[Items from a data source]
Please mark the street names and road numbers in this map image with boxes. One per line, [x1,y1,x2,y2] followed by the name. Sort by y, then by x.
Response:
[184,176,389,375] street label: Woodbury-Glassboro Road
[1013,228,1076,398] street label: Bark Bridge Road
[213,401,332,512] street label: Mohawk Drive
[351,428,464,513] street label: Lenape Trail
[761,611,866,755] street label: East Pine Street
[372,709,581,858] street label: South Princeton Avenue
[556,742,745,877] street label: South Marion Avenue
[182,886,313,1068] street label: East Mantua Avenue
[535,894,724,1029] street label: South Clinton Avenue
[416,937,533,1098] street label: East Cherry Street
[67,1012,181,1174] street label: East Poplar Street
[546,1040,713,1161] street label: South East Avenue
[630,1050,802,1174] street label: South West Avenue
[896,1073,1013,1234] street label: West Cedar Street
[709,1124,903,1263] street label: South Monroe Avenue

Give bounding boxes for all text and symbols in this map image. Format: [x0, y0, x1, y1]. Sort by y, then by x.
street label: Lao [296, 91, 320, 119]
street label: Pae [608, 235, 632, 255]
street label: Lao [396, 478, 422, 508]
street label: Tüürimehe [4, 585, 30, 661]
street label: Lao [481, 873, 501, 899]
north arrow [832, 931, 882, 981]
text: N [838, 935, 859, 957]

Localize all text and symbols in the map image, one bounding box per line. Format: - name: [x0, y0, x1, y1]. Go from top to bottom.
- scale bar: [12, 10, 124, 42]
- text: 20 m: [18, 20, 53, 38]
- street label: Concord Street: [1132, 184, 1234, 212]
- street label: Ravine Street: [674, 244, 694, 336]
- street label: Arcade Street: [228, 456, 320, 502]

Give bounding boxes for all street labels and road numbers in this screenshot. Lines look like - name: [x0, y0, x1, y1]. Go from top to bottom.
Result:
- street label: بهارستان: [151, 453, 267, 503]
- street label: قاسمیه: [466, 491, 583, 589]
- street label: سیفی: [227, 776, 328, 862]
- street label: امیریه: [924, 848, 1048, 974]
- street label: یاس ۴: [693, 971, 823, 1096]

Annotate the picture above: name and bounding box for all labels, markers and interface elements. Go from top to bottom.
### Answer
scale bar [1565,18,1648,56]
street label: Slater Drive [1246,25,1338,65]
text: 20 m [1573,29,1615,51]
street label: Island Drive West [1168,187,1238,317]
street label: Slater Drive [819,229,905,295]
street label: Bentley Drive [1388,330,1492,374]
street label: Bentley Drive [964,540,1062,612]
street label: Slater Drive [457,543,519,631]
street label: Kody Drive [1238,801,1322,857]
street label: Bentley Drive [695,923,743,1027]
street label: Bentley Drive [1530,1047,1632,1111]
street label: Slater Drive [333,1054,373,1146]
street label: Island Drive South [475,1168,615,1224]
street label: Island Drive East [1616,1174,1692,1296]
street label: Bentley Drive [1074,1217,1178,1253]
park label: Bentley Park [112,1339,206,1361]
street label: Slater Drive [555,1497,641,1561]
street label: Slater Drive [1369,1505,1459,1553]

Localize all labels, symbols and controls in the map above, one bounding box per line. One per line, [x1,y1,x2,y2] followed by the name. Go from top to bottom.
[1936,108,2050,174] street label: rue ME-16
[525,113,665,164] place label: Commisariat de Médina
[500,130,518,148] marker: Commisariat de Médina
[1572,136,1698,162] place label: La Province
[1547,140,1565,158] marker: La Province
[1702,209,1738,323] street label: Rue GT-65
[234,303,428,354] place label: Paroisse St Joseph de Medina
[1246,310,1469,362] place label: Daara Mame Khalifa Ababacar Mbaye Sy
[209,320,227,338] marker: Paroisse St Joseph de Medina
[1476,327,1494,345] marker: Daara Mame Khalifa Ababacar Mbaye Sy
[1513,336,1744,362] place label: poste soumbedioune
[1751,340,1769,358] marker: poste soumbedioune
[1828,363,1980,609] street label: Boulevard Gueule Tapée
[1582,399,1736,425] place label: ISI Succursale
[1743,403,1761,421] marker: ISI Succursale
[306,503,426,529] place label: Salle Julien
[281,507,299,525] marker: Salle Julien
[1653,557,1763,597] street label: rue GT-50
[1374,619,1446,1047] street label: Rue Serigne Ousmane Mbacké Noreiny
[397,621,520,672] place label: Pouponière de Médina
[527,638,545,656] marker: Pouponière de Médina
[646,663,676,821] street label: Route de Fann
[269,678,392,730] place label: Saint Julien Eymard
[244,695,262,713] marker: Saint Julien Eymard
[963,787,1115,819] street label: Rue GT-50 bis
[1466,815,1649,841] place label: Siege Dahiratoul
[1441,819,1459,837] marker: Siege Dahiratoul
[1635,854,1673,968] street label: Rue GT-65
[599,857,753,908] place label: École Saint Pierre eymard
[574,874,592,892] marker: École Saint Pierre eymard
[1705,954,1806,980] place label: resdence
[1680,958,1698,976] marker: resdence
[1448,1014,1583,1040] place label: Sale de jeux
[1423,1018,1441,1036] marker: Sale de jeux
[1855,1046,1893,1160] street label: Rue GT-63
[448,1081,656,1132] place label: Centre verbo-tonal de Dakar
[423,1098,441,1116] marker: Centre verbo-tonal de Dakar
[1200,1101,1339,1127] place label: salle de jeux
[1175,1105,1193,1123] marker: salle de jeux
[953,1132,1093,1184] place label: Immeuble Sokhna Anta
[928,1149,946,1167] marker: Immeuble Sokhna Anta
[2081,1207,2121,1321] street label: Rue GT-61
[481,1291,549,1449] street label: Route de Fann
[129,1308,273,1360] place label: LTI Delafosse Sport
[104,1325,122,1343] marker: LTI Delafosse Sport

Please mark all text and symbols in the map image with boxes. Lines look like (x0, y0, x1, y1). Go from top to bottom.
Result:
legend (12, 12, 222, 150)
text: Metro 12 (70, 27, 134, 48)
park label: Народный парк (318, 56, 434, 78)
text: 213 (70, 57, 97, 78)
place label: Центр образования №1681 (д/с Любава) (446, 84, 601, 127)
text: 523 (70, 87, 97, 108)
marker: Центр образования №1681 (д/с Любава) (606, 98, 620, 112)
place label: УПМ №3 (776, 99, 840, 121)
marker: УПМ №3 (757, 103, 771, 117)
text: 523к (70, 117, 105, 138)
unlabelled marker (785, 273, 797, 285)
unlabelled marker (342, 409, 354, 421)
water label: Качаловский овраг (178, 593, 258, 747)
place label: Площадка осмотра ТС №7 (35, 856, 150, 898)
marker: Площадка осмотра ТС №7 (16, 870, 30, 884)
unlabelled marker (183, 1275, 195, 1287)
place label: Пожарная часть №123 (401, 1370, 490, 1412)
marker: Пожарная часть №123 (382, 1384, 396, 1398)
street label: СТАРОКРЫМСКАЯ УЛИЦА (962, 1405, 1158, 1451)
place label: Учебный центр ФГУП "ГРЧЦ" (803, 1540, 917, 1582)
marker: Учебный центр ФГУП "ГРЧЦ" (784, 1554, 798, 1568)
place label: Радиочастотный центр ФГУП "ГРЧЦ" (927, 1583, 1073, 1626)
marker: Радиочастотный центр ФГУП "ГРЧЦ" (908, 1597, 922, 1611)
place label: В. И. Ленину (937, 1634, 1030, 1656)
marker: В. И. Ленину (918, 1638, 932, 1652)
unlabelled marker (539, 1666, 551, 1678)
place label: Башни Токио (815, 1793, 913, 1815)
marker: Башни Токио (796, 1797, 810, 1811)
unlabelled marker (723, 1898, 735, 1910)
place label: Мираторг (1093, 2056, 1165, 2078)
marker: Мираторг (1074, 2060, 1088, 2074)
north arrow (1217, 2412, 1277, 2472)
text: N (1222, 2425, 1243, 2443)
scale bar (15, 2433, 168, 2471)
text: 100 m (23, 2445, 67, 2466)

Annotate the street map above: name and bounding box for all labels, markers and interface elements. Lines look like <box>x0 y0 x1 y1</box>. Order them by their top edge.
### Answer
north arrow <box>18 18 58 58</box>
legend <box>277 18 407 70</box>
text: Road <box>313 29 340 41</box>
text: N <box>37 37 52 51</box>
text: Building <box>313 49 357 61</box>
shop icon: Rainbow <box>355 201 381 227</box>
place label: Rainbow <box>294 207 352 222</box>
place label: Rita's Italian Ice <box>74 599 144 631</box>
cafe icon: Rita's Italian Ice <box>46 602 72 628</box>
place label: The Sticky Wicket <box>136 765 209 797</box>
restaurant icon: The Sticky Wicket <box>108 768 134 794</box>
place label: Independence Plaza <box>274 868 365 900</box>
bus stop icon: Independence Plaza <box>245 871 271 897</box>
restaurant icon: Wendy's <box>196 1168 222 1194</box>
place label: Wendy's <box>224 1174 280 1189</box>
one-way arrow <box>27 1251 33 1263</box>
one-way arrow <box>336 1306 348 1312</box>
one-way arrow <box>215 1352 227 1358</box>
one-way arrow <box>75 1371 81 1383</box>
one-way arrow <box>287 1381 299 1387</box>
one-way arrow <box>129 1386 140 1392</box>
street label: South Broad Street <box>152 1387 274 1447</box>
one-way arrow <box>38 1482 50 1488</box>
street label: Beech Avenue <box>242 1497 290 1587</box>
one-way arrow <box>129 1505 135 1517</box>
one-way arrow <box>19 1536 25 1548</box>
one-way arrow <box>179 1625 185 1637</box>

**WHAT YOU NEED TO DO:** Find every line in the records that uses the string "Lines", then copy it.

**SOLUTION FOR THIS PROBLEM:**
Give bounding boxes for all street labels and road numbers in this screenshot. Lines look like - name: [x0, y0, x1, y1]. Go from top to bottom.
Please mark all text and symbols in the map image with boxes. Lines look like (x0, y0, x1, y1). Go from top to bottom.
Annotate the street map above: name and bounding box for all labels, markers and interface elements. Lines look like <box>x0 y0 x1 y1</box>. Order them by their top edge.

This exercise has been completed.